PROVIDENCE, R.I. (WPRI) — The controversial Fane Tower is in the spotlight once again, as the clock ticks towards a closing date and the proposed skyscraper’s developer wants to change the design to save money.
The developer behind the proposed 550-foot residential tower in the Jewelry District went before the I-195 Commission Wednesday night to present a proposal for a new design that eliminates balconies and decreases the height of the parking structure, adding more floors of apartments. It would be Rhode Island’s tallest building if constructed.
But the commission’s design consultant Utile is recommending that the commission reject the new design, citing in part concerns about down-wind drafts in the park by the pedestrian bridge due to the sleeker design.
“Given the elimination of the majority balconies (which provided some ‘roughness’ to disrupt wind patterns) and the reduction of the setback of the tower from the podium to 5 feet along Dyer Street, there is an increased likelihood that the tower will accelerate wind speed with significant negative impacts on the park, especially during the winter months,” Utile wrote in a memo outlining the recommendation.
The consultant made a series of recommended design changes.
The old design, which had already been approved by the commission back in 2019, is now too expensive to build, according to Jason Fane, the developer.
Jim Malachowski, the spokesperson for the Fane Organization, said Wednesday he hopes they can sit down with Utile and come to an agreement about the design.
“The reality is the previous design of the tower just cannot be built in this economy,” Malachowski said. “Every one of the consultants’ recommendations brings with it a cost.”

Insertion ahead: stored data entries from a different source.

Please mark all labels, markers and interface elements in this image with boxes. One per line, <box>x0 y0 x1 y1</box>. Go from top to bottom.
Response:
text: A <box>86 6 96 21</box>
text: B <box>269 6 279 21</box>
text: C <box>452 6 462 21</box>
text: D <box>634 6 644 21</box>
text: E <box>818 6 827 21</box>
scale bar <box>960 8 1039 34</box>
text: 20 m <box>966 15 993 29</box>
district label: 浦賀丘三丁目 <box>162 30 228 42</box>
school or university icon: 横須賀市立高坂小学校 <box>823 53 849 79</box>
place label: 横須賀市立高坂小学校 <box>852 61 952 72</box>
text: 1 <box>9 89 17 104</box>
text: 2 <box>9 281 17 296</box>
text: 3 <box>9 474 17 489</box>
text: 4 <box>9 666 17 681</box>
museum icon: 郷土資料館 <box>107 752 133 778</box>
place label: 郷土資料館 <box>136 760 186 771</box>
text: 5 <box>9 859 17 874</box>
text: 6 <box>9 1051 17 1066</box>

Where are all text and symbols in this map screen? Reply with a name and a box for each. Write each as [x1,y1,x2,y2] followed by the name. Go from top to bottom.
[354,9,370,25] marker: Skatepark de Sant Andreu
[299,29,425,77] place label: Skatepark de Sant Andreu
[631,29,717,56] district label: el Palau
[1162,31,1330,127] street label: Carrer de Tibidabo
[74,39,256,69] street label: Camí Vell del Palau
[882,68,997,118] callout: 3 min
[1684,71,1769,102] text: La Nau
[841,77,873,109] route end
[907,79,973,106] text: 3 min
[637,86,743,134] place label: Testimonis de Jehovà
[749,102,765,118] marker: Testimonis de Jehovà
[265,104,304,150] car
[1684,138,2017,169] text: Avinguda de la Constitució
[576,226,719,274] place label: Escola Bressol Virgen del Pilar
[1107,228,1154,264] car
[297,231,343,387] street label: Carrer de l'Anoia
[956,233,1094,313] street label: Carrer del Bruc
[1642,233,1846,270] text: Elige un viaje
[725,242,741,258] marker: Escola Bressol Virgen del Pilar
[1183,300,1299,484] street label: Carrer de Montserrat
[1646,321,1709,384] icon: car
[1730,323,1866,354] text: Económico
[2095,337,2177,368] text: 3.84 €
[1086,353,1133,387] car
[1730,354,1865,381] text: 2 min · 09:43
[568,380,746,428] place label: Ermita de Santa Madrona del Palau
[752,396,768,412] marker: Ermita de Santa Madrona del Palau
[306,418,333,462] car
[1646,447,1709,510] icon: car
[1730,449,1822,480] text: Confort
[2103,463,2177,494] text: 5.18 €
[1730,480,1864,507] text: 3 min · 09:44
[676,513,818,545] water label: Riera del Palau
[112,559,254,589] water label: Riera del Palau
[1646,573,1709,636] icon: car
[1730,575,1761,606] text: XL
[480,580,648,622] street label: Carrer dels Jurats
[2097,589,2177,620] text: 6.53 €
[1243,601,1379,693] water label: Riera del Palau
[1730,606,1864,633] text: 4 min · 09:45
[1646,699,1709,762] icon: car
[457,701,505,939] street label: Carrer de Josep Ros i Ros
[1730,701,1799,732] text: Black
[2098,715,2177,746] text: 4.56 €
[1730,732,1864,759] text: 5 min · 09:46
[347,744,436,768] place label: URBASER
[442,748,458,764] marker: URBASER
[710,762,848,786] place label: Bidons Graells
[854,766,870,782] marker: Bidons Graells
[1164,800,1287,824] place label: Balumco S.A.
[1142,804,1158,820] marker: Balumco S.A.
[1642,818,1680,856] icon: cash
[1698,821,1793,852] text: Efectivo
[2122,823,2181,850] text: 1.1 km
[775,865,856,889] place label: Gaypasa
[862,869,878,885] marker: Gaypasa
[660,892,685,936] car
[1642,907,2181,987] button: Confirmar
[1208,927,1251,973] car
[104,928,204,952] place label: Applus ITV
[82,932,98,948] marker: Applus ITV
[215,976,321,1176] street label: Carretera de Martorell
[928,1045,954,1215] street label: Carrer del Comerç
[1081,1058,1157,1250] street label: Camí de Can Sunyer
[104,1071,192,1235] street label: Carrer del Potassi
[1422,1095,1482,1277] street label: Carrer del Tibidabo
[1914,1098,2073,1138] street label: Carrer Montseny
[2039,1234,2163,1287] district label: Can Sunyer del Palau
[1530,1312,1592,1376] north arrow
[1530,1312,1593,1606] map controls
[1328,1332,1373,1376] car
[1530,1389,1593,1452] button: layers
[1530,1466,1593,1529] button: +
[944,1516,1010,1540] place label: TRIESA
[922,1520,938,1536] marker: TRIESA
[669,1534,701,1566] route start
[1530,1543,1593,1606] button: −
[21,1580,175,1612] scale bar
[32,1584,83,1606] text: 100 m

The Fane Organization is still seeking to build the tower for $300 million. Malachowski says inflation, supply issues and higher interest rates have contributed to a higher estimated cost for the old design.
The commission did not vote on the design at Wednesday night’s meeting.
The design debate comes as the $3 million dollar sale of the old highway land that Fane wants is still pending, with a looming closing date of March 28, according to spokesperson Cara Cromwell.
The closing date has been pushed back repeatedly since the original 2019 purchase-and-sale agreement between Fane and the 195 Commission. The most recent delay was because of a court case challenging the tower’s height; Fane prevailed in the R.I. Supreme Court, and was given nine additional months to close on the sale.
The former chairman of the 195 Commission, Bob Davis, had said the commission would not close on the sale unless Fane had financing in place and a construction contract. Davis stepped down as chair last month.
Malachowski said Fane is talking to potential contractors but won’t sign a construction contract until the design is approved. He did not say whether Fane has the financing in place to meet the closing date.
Asked if Fane could abandon the project, Malachowski said the developer is still “absolutely committed.”
“He still believes in Providence, he believes in Rhode Island,” Malachowski said, noting that Fane paid the commission $50,000 to review the new plans. He noted that the development is expected to bring new jobs and tax revenue to the city, though the tower will get a significant tax break.
A vote on the design could take place as soon as the commission’s February meeting.
It is not clear whether the commission would considering delaying the closing date again, or whether the parcel of state-owned land on Dyer Street would be put back on the market.
The vice-chair of the commission, Marc Crisafulli, led Wednesday’s meeting in light of Davis’ resignation. He did not immediately weigh in on Utile’s recommendation to reject the new design.
“We will continue the design review process for the proposed Fane Tower,” Crisafulli said in a statement. “The developer has submitted a revised design with significant changes from the approved project and we will hear their presentation, review input from experts and listen to public comment.”
The Jewelry District Association, which has fought vociferously against the skyscraper, sent out an email to members urging them to testify at Wednesday’s meeting.
“Fane is back, with more apartments, fewer parking spaces and more outright gall!” the email declared. “Back with a bad concept, a bad design, in a bad location. Help us put a stop to the Fane tower for good!”